PROBLEM STATEMENT:
Restate all of the data below word for word.

DATA IN THIS EXERCISE:

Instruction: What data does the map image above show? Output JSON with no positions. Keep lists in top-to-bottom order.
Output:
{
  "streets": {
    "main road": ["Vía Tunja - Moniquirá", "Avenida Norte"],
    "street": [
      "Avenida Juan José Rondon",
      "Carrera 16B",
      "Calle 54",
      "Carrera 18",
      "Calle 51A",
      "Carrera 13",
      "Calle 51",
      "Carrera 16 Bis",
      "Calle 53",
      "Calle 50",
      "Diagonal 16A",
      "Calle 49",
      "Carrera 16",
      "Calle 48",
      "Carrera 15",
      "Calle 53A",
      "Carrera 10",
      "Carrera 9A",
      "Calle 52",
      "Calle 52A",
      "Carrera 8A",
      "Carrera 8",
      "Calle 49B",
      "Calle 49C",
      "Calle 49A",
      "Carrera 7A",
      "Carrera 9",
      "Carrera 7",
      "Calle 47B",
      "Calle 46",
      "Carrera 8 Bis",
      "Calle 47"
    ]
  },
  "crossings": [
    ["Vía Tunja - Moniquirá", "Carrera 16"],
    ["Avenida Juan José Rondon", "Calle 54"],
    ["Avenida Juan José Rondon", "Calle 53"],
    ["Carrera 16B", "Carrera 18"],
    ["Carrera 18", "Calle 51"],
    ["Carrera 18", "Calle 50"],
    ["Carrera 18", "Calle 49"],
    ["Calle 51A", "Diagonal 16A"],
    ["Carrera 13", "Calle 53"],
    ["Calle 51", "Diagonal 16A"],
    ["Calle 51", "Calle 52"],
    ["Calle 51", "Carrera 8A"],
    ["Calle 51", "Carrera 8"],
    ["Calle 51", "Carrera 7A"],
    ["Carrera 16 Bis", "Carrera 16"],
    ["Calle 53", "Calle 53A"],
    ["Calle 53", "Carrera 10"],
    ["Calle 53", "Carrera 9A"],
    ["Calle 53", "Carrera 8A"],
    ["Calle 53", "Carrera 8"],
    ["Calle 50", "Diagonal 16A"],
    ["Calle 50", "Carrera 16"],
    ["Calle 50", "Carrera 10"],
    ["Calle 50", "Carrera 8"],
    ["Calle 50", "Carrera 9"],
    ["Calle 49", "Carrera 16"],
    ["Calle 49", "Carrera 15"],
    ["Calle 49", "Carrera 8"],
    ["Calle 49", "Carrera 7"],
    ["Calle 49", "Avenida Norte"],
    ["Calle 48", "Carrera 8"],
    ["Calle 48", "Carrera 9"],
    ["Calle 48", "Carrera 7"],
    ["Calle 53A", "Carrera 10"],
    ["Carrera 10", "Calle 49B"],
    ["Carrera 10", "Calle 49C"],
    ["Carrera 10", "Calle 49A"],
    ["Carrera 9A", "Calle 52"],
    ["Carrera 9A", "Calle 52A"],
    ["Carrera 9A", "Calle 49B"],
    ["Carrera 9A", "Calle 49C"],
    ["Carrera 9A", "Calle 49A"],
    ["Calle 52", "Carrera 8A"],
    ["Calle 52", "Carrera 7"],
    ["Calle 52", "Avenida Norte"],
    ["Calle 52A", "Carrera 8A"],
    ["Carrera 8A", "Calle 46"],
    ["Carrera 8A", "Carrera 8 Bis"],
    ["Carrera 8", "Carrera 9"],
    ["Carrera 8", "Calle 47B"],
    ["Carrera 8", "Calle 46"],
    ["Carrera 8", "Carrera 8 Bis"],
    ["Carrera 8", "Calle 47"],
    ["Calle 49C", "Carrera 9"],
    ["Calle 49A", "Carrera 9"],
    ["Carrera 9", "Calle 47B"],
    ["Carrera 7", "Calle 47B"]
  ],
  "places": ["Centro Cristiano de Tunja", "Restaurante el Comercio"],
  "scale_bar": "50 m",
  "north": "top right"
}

RESPONSE TO THE EXERCISE:
Instruction: What data does the map image above show? Output JSON with no positions. Keep lists in top-to-bottom order.
Output:
{
  "streets": {
    "main road": ["Vía Tunja - Moniquirá", "Avenida Norte"],
    "street": [
      "Avenida Juan José Rondon",
      "Carrera 16B",
      "Calle 54",
      "Carrera 18",
      "Calle 51A",
      "Carrera 13",
      "Calle 51",
      "Carrera 16 Bis",
      "Calle 53",
      "Calle 50",
      "Diagonal 16A",
      "Calle 49",
      "Carrera 16",
      "Calle 48",
      "Carrera 15",
      "Calle 53A",
      "Carrera 10",
      "Carrera 9A",
      "Calle 52",
      "Calle 52A",
      "Carrera 8A",
      "Carrera 8",
      "Calle 49B",
      "Calle 49C",
      "Calle 49A",
      "Carrera 7A",
      "Carrera 9",
      "Carrera 7",
      "Calle 47B",
      "Calle 46",
      "Carrera 8 Bis",
      "Calle 47"
    ]
  },
  "crossings": [
    ["Vía Tunja - Moniquirá", "Carrera 16"],
    ["Avenida Juan José Rondon", "Calle 54"],
    ["Avenida Juan José Rondon", "Calle 53"],
    ["Carrera 16B", "Carrera 18"],
    ["Carrera 18", "Calle 51"],
    ["Carrera 18", "Calle 50"],
    ["Carrera 18", "Calle 49"],
    ["Calle 51A", "Diagonal 16A"],
    ["Carrera 13", "Calle 53"],
    ["Calle 51", "Diagonal 16A"],
    ["Calle 51", "Calle 52"],
    ["Calle 51", "Carrera 8A"],
    ["Calle 51", "Carrera 8"],
    ["Calle 51", "Carrera 7A"],
    ["Carrera 16 Bis", "Carrera 16"],
    ["Calle 53", "Calle 53A"],
    ["Calle 53", "Carrera 10"],
    ["Calle 53", "Carrera 9A"],
    ["Calle 53", "Carrera 8A"],
    ["Calle 53", "Carrera 8"],
    ["Calle 50", "Diagonal 16A"],
    ["Calle 50", "Carrera 16"],
    ["Calle 50", "Carrera 10"],
    ["Calle 50", "Carrera 8"],
    ["Calle 50", "Carrera 9"],
    ["Calle 49", "Carrera 16"],
    ["Calle 49", "Carrera 15"],
    ["Calle 49", "Carrera 8"],
    ["Calle 49", "Carrera 7"],
    ["Calle 49", "Avenida Norte"],
    ["Calle 48", "Carrera 8"],
    ["Calle 48", "Carrera 9"],
    ["Calle 48", "Carrera 7"],
    ["Calle 53A", "Carrera 10"],
    ["Carrera 10", "Calle 49B"],
    ["Carrera 10", "Calle 49C"],
    ["Carrera 10", "Calle 49A"],
    ["Carrera 9A", "Calle 52"],
    ["Carrera 9A", "Calle 52A"],
    ["Carrera 9A", "Calle 49B"],
    ["Carrera 9A", "Calle 49C"],
    ["Carrera 9A", "Calle 49A"],
    ["Calle 52", "Carrera 8A"],
    ["Calle 52", "Carrera 7"],
    ["Calle 52", "Avenida Norte"],
    ["Calle 52A", "Carrera 8A"],
    ["Carrera 8A", "Calle 46"],
    ["Carrera 8A", "Carrera 8 Bis"],
    ["Carrera 8", "Carrera 9"],
    ["Carrera 8", "Calle 47B"],
    ["Carrera 8", "Calle 46"],
    ["Carrera 8", "Carrera 8 Bis"],
    ["Carrera 8", "Calle 47"],
    ["Calle 49C", "Carrera 9"],
    ["Calle 49A", "Carrera 9"],
    ["Carrera 9", "Calle 47B"],
    ["Carrera 7", "Calle 47B"]
  ],
  "places": ["Centro Cristiano de Tunja", "Restaurante el Comercio"],
  "scale_bar": "50 m",
  "north": "top right"
}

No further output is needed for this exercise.